Bisa dikatakan bahwa ketokohan Rabiah al-Adawiyah setara dengan tokoh sufi laki-laki yang masyhur atau lebih tinggi. Bahkan, Annemarie Schimmel dalam bukunya Mistical Dimension of Islam menyebutnya sebagai wali sejati Islam yang pertama karena ia dianggap sebagai tokoh pertama yang memperkenalkan pengertian cinta sejati ke dalam ajaran sufisme abad-abad awal.
Gambaran yang sedikit lebih jelas tentang kontribusi kaum perempuan dalam ajaran sufisme dapat ditemukan pada karya al-Sulami dan Ibnu al-Jawzi, yakni Dzikra l-Niswa al-Muta’abbidat al-Sufiyyat dan Sifat al-Safwa. Dalam kedua karya tersebut dijelaskan bagaimana sejumlah sufi ternama berusaha mengajarkan pengetahuan spiritual atau ajaran tasawuf kepada kaum perempuan.
Di samping itu, karya Ibnu al-Jawzi, yakni Sifat al-Safwa, bisa disebut sebagai kitab yang istimewa terkait catatannya tentang sufi perempuan. Sebab, dalam kitab tersebut ia mencatat 240 nama sufi perempuan, dan jumlah itu setara dengan sepertiga bagian dari jumlah nama sufi yang disebutkan. Karena alasan inilah, karya Ibnu al-Jawzi terkemuka dibandingkan karya-karya pendahulunya.
Selain Rabiah, salah satu tokoh sufi perempuan yang disebut dalam naskah-naskah awal sufisme adalah istri Hakim al-Tirmidzi, seorang sufi yang hidup sekitar abad ke-10 M. Dalam Khatm mal-Awliya, sebuah autobiografi, al-Tirmidzi menceritakan bagaimana istrinya berperan sebagai saksi yang membenarkan sekaligus menguatkan pengalaman-pengalaman awal mistisnya.
Peran istri al-Tirmidzi ini jika kita amati dengan saksama serupa dengan peran Khadijah pada masa-masa awal penurunan wahyu. Keduanya sama-sama menguatkan, meyakinkan dan membenarkan sang suami yang sedang kebingungan mengenai pengalaman spiritual yang dialami. Bisa dikatakan bahwa keduanya adalah tokoh yang mengantarkan suami menuju kemantapan keyakinan.

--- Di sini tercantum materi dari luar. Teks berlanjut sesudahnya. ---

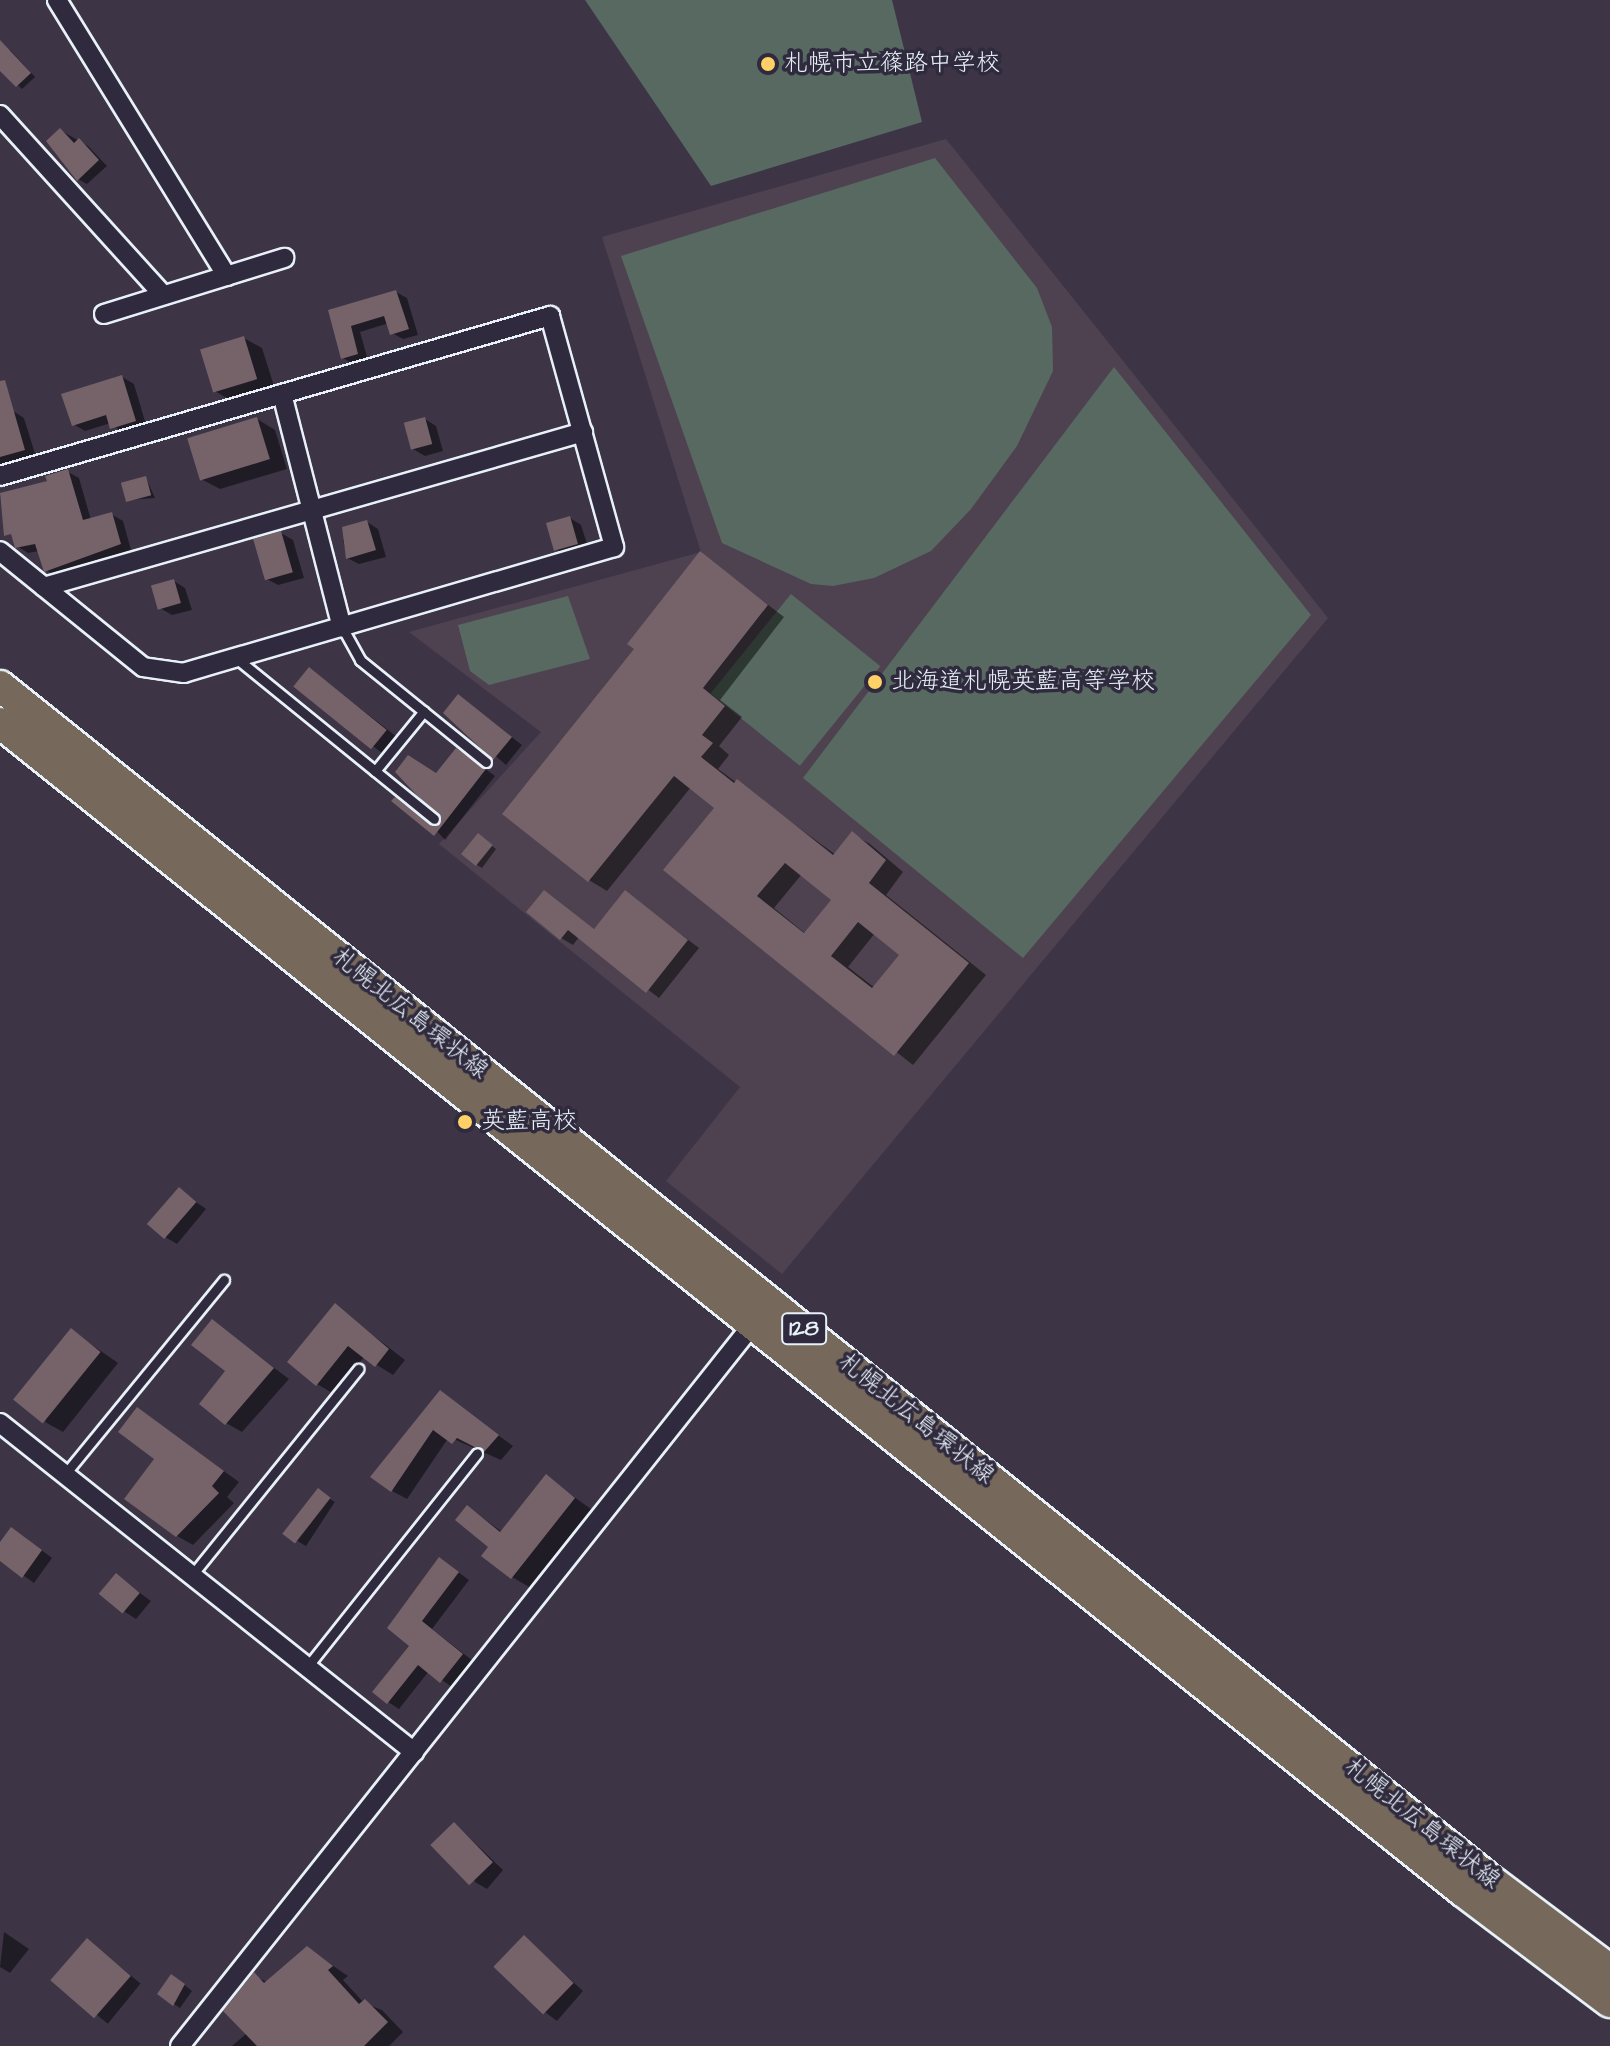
<!DOCTYPE html>
<meta charset="utf-8">
<style>
body{margin:0}
#map{position:relative;width:1610px;height:2046px;overflow:hidden;background:#3d3546;font-family:"Architects Daughter","Klee One",sans-serif}
div>[style]{position:absolute}
[style*='--x']{left:calc(var(--x)*1px);top:calc(var(--y)*1px);width:calc(var(--w)*1px);rotate:calc(var(--a)*1deg)}
.built>*{inset:0;background:#4e4250}
.green>*{inset:0;background:#576961;transform-origin:0 0}
.shadow>*{inset:0;background:#0007;transform-origin:0 0}
.building>*{inset:0;background:#766269;transform-origin:0 0}
.roads{filter:drop-shadow(2px 0 #e8f1f8) drop-shadow(-2px 0 #e8f1f8) drop-shadow(0 2px #e8f1f8) drop-shadow(0 -2px #e8f1f8)}
.service>*{height:9px;margin:-4.5px;padding:0 4.5px;transform-origin:4.5px;border-radius:4.5px;background:#2f2a3d}
.minor>*{height:18px;margin:-9px;padding:0 9px;transform-origin:9px;border-radius:9px;background:#2f2a3d}
.primary>*{height:30px;margin:-15px;padding:0 15px;transform-origin:15px;border-radius:15px;background:#76695c}
.dots>*{width:22px;height:22px;translate:-50% -50%;box-sizing:border-box;border:4px solid #2f2a3d;border-radius:50%}
span{translate:-50% -50%;white-space:nowrap;text-align:center;line-height:1.15;-webkit-text-stroke:7px #2f2a3d;paint-order:stroke}
.shield-label span{padding:2px 6px;background:#2f2a3d;border:2px solid;border-radius:6px;-webkit-text-stroke-width:0}
.shield-label{font-size:22px;color:#e8f1f8;font-weight:700}
.poi-label{font-size:24px;color:#e8f1f8}
.left{translate:0 -50%;text-align:left}
.street-label{font-size:24px;color:#e8f1f8}
</style>
<div id="map">
<div class="built">
<div style="clip-path:polygon(946px 139px,1328px 618px,782px 1274px,666px 1181px,740px 1087px,439px 844px,541px 732px,409px 632px,701px 552px,602px 237px)"></div>
</div>
<div class="green">
<div style="clip-path:polygon(585px 0,892px 0,922px 122px,711px 186px)"></div>
<div style="clip-path:polygon(935px 158px,1037px 288px,1052px 327px,1053px 371px,1017px 446px,971px 509px,931px 551px,874px 578px,833px 586px,811px 584px,722px 543px,621px 256px)"></div>
<div style="clip-path:polygon(1114px 367px,1311px 615px,1023px 958px,803px 778px)"></div>
<div style="left:791px;top:594px;width:115px;height:128px;rotate:39deg"></div>
<div style="clip-path:polygon(568px 596px,590px 659px,489px 685px,470px 671px,458px 625px)"></div>
</div>
<div class="shadow">
<div style="clip-path:polygon(10px 50px,35px 77px,22px 89px,0 68px,0 52px)"></div>
<div style="clip-path:polygon(60px 130px,88px 146px,107px 166px,87px 184px,78px 179px)"></div>
<div style="clip-path:polygon(396px 292px,407px 298px,418px 335px,403px 339px,392px 333px,389px 323px,360px 332px,368px 360px,353px 364px,343px 358px,330px 312px)"></div>
<div style="clip-path:polygon(244px 338px,262px 348px,275px 389px,233px 402px,215px 391px)"></div>
<div style="clip-path:polygon(122px 377px,134px 384px,147px 428px,124px 434px,111px 423px,85px 431px,73px 424px)"></div>
<div style="clip-path:polygon(13px 411px,24px 418px,36px 457px,0 468px,0 414px)"></div>
<div style="clip-path:polygon(257px 419px,275px 430px,287px 469px,220px 489px,201px 479px)"></div>
<div style="clip-path:polygon(425px 419px,436px 426px,443px 451px,425px 456px,413px 449px)"></div>
<div style="clip-path:polygon(68px 472px,79px 478px,91px 520px,111px 514px,123px 521px,131px 550px,57px 577px,46px 570px,39px 551px,28px 553px,17px 546px,13px 534px,4px 529px,0 495px,49px 483px)"></div>
<div style="clip-path:polygon(146px 478px,155px 498px,128px 500px)"></div>
<div style="clip-path:polygon(570px 518px,581px 525px,589px 550px,568px 556px,556px 549px)"></div>
<div style="clip-path:polygon(367px 522px,378px 529px,386px 557px,359px 564px,347px 558px,343px 540px)"></div>
<div style="clip-path:polygon(281px 533px,293px 540px,304px 578px,278px 585px,267px 579px)"></div>
<div style="clip-path:polygon(evenodd,701px 554px,784px 617px,720px 700px,742px 717px,719px 746px,729px 755px,718px 769px,836px 855px,852px 834px,870px 844px,903px 872px,886px 895px,986px 975px,913px 1065px,665px 869px,716px 808px,691px 787px,607px 891px,589px 880px,637px 649px,701px 554px,802px 874px,834px 900px,806px 934px,774px 908px,802px 874px,701px 554px,875px 933px,902px 955px,875px 988px,848px 967px,875px 933px)"></div>
<div style="clip-path:polygon(174px 581px,185px 588px,192px 610px,172px 615px,160px 608px)"></div>
<div style="left:310px;top:669px;width:112px;height:22px;rotate:38deg"></div>
<div style="clip-path:polygon(458px 696px,522px 745px,506px 765px,446px 713px)"></div>
<div style="clip-path:polygon(467px 756px,495px 776px,445px 840px,434px 828px,444px 821px,437px 776px)"></div>
<div style="clip-path:polygon(483px 839px,496px 849px,482px 868px,477px 865px)"></div>
<div style="clip-path:polygon(544px 892px,595px 930px,625px 892px,699px 948px,659px 998px,579px 937px,573px 945px,561px 938px)"></div>
<div style="clip-path:polygon(179px 1190px,206px 1209px,177px 1244px,165px 1237px)"></div>
<div style="clip-path:polygon(335px 1306px,405px 1360px,393px 1375px,364px 1357px,334px 1394px,317px 1384px)"></div>
<div style="clip-path:polygon(212px 1321px,289px 1379px,242px 1432px,226px 1423px,228px 1371px)"></div>
<div style="clip-path:polygon(72px 1331px,118px 1363px,63px 1432px,45px 1422px)"></div>
<div style="clip-path:polygon(440px 1393px,513px 1446px,501px 1460px,449px 1437px,407px 1499px,392px 1491px)"></div>
<div style="clip-path:polygon(138px 1409px,239px 1482px,227px 1497px,234px 1503px,193px 1545px,177px 1536px,157px 1459px)"></div>
<div style="clip-path:polygon(546px 1477px,591px 1509px,529px 1587px,512px 1577px,468px 1507px,502px 1532px)"></div>
<div style="left:318px;top:1491px;width:20px;height:53px;rotate:33deg"></div>
<div style="clip-path:polygon(23px 1536px,52px 1558px,34px 1583px,0 1559px,0 1545px)"></div>
<div style="clip-path:polygon(450px 1566px,469px 1580px,432px 1629px,473px 1661px,452px 1687px,429px 1671px,399px 1709px,388px 1702px,412px 1645px,390px 1628px)"></div>
<div style="clip-path:polygon(117px 1576px,151px 1601px,136px 1619px,125px 1612px)"></div>
<div style="clip-path:polygon(455px 1824px,503px 1870px,487px 1889px,475px 1882px)"></div>
<div style="clip-path:polygon(4px 1932px,29px 1949px,10px 1973px,0 1967px)"></div>
<div style="clip-path:polygon(525px 1938px,583px 1991px,557px 2021px,522px 1995px)"></div>
<div style="left:87px;top:1940px;width:69px;height:52px;rotate:39deg"></div>
<div style="clip-path:polygon(307px 1948px,348px 1976px,343px 1980px,364px 2003px,382px 2010px,403px 2032px,389px 2046px,232px 2046px,247px 2033px,254px 1975px,268px 1983px)"></div>
<div style="clip-path:polygon(177px 1979px,192px 1991px,180px 2008px,159px 1994px)"></div>
</div>
<div class="building">
<div style="clip-path:polygon(0 40px,31px 73px,16px 87px,0 71px)"></div>
<div style="clip-path:polygon(60px 128px,74px 143px,79px 138px,99px 160px,77px 181px,46px 141px)"></div>
<div style="clip-path:polygon(396px 290px,409px 329px,390px 335px,384px 316px,351px 326px,358px 354px,341px 359px,328px 310px)"></div>
<div style="left:244px;top:336px;width:45px;height:46px;rotate:73deg"></div>
<div style="clip-path:polygon(122px 375px,136px 421px,110px 429px,106px 415px,72px 426px,61px 394px)"></div>
<div style="clip-path:polygon(5px 380px,25px 450px,0 457px,0 381px)"></div>
<div style="left:257px;top:417px;width:44px;height:73px;rotate:73deg"></div>
<div style="left:425px;top:417px;width:28px;height:22px;rotate:75deg"></div>
<div style="clip-path:polygon(68px 469px,83px 520px,112px 512px,121px 544px,44px 572px,35px 544px,15px 548px,11px 534px,4px 536px,0 493px,47px 481px,45px 476px)"></div>
<div style="left:146px;top:476px;width:20px;height:26px;rotate:75deg"></div>
<div style="left:570px;top:516px;width:29px;height:25px;rotate:74deg"></div>
<div style="clip-path:polygon(367px 520px,376px 550px,346px 559px,342px 527px)"></div>
<div style="left:281px;top:531px;width:43px;height:29px;rotate:74deg"></div>
<div style="clip-path:polygon(evenodd,700px 551px,768px 605px,703px 688px,725px 706px,702px 735px,713px 743px,701px 757px,734px 783px,737px 779px,833px 855px,852px 831px,886px 860px,869px 883px,969px 963px,894px 1056px,663px 870px,714px 808px,674px 776px,588px 882px,502px 814px,634px 649px,627px 644px,700px 551px,785px 863px,831px 900px,804px 933px,757px 896px,785px 863px,700px 551px,858px 922px,899px 955px,872px 988px,831px 956px,858px 922px)"></div>
<div style="left:174px;top:579px;width:25px;height:24px;rotate:74deg"></div>
<div style="left:309px;top:667px;width:100px;height:25px;rotate:39deg"></div>
<div style="clip-path:polygon(458px 694px,512px 737px,493px 760px,443px 713px)"></div>
<div style="clip-path:polygon(456px 748px,486px 769px,434px 836px,391px 801px,395px 797px,432px 826px,441px 821px,395px 772px,408px 755px,436px 773px)"></div>
<div style="left:478px;top:833px;width:19px;height:27px;rotate:39deg"></div>
<div style="clip-path:polygon(544px 890px,594px 929px,625px 890px,688px 940px,646px 993px,568px 930px,560px 940px,526px 912px)"></div>
<div style="left:179px;top:1187px;width:23px;height:49px;rotate:41deg"></div>
<div style="clip-path:polygon(335px 1303px,389px 1349px,375px 1367px,348px 1346px,316px 1386px,287px 1362px)"></div>
<div style="clip-path:polygon(212px 1319px,274px 1368px,225px 1425px,199px 1404px,225px 1371px,191px 1345px)"></div>
<div style="left:71px;top:1328px;width:38px;height:92px;rotate:39deg"></div>
<div style="clip-path:polygon(440px 1390px,499px 1435px,484px 1452px,457px 1438px,452px 1444px,433px 1430px,391px 1492px,370px 1477px)"></div>
<div style="clip-path:polygon(137px 1407px,224px 1471px,212px 1486px,219px 1493px,176px 1537px,124px 1499px,154px 1459px,118px 1432px)"></div>
<div style="clip-path:polygon(546px 1474px,575px 1498px,511px 1579px,481px 1556px,488px 1547px,455px 1520px,467px 1505px,500px 1532px)"></div>
<div style="left:318px;top:1488px;width:16px;height:58px;rotate:38deg"></div>
<div style="clip-path:polygon(11px 1527px,42px 1550px,22px 1578px,0 1561px,0 1542px)"></div>
<div style="clip-path:polygon(439px 1557px,459px 1572px,422px 1621px,463px 1654px,440px 1683px,418px 1665px,387px 1704px,372px 1692px,409px 1646px,387px 1628px)"></div>
<div style="left:116px;top:1573px;width:31px;height:27px;rotate:40deg"></div>
<div style="left:454px;top:1822px;width:56px;height:33px;rotate:46deg"></div>
<div style="left:524px;top:1935px;width:69px;height:44px;rotate:44deg"></div>
<div style="left:87px;top:1938px;width:58px;height:56px;rotate:41deg"></div>
<div style="clip-path:polygon(307px 1946px,333px 1966px,328px 1970px,359px 2004px,365px 1999px,388px 2022px,364px 2046px,257px 2046px,223px 2011px,254px 1972px,264px 1983px)"></div>
<div style="clip-path:polygon(171px 1974px,185px 1984px,173px 2006px,157px 1994px)"></div>
</div>
<div class="roads">
<div class="service">
<div style="--x:342;--y:627;--w:38;--a:61"></div>
<div style="--x:360;--y:660;--w:162;--a:39"></div>
<div style="--x:236;--y:658;--w:255;--a:39.1"></div>
<div style="--x:375;--y:771;--w:77;--a:-50.8"></div>
<div style="--x:65;--y:1474;--w:251;--a:-50.7"></div>
<div style="--x:192;--y:1575;--w:265;--a:-51.1"></div>
<div style="--x:307;--y:1667;--w:273;--a:-51.5"></div>
</div>
<div class="minor">
<div style="--x:57;--y:0;--w:324;--a:58.4"></div>
<div style="--x:0;--y:115;--w:243;--a:47.8"></div>
<div style="--x:104;--y:314;--w:189;--a:-17.3"></div>
<div style="--x:282;--y:394;--w:241;--a:75.6"></div>
<div style="--x:0;--y:476;--w:573;--a:-16.22"></div>
<div style="--x:550;--y:316;--w:240;--a:74.5"></div>
<div style="--x:614;--y:547;--w:448;--a:163.7"></div>
<div style="--x:184;--y:673;--w:41;--a:-171.7"></div>
<div style="--x:143;--y:667;--w:184;--a:-141"></div>
<div style="--x:44;--y:587;--w:561;--a:-16.04"></div>
<div style="--x:0;--y:1423;--w:529;--a:38.47"></div>
<div style="--x:180;--y:2046;--w:922;--a:-51.56"></div>
</div>
<div class="primary">
<div style="--x:0;--y:686;--w:1913;--a:38.7"></div>
<div style="--x:1493;--y:1882;--w:146;--a:36.9"></div>
<div style="--x:0;--y:723;--w:1873;--a:38.61"></div>
<div style="--x:1464;--y:1892;--w:183;--a:37"></div>
</div>
</div>
<div class="dots">
<div style="left:768px;top:64px;background:#ffd166"></div>
<div style="left:875px;top:682px;background:#ffd166"></div>
<div style="left:465px;top:1122px;background:#ffd166"></div>
</div>
<div class="shield-label">
<span style="left:804px;top:1329px">128</span>
</div>
<div class="poi-label">
<span class="left" style="left:784px;top:64px">札幌市立篠路中学校</span>
<span class="left" style="left:891px;top:682px">北海道札幌英藍高等学校</span>
<span class="left" style="left:481px;top:1122px">英藍高校</span>
</div>
<div class="street-label">
<span style="left:410px;top:1014px;rotate:39deg">札幌北広島環状線</span>
<span style="left:916px;top:1419px;rotate:39deg">札幌北広島環状線</span>
<span style="left:1422px;top:1824px;rotate:39deg">札幌北広島環状線</span>
</div>
</div>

Namun ada perbedaan antara Khadijah dengan istri hakim al-Tirmidizi. Jika Khadijah berperan sebagai spiritual partner nabi dan tidak memproduksi pengetahuan secara mandiri, maka istri hakim al-Tirmidizi merasakan pengalaman spiritual secara mandiri dan memproduksi pengetahuan tentangnya. Disebutkan bahwa ia sering bermimpi terkait pengetahuan batin, terutama berkenaan maqamat.
Lantas apakah tingkat spiritual istri hakim al-Tirmidizi lebih tinggi dari Khadijah? Jawabannya tidak demikian. Sebab, Khadijah mendapatkan pengetahuan ketuhanan langsung dari Baginda Nabi saw, sang maha guru sufi pertama. Namun, kemandirian spiritual istri al-Tirmidizi–sebagaimana Rabiah–menunjukkan peran sufi perempuan pada periode ini lebih sentral dibandingkan awal Islam.
Contoh lain berkenaan sufi perempuan dapat ditemukan dalam magnum opus Jalaluddin Rumi, yakni Matsnawi. Di sana disebutkan bahwa pada masa hidup sang sufi di Konya, ada seorang sufi perempuan yang dijuluki Fakhr Nisa (kegemilangan kaum perempuan). Di lingkungannya ia dikenal sebagai seorang perempuan suci yang dihormati dan disegani.
Di abad modern, peran sufi perempuan menjadi lebih konkret dan vital. Misalnya, Nahid Angha mendirikan Internasional Sufi Woman Organization, sebuah organisasi sufi perempuan dunia. Organisasi ini fokus pada program-program perdamaian dan pemberdayaan perempuan. Karena kontribusinya tersebut, Angha mendapatkan penghargaan dari Perserikatan Bangsa-Bangsa.
Penyebutan sepintas tokoh-tokoh sufi perempuan pada naskah-naskah sufisme–sebagaimana disinggung di atas–memang memberi kesan keterpinggiran mereka dalam sejarah dan dinamika perkembangan tasawuf. Namun betapa pun miskinnya catatan-catatan tentang sufi perempuan, itu sudah cukup untuk membuktikan peran penting eksistensi sufi-sufi perempuan. Wallahu a’lam.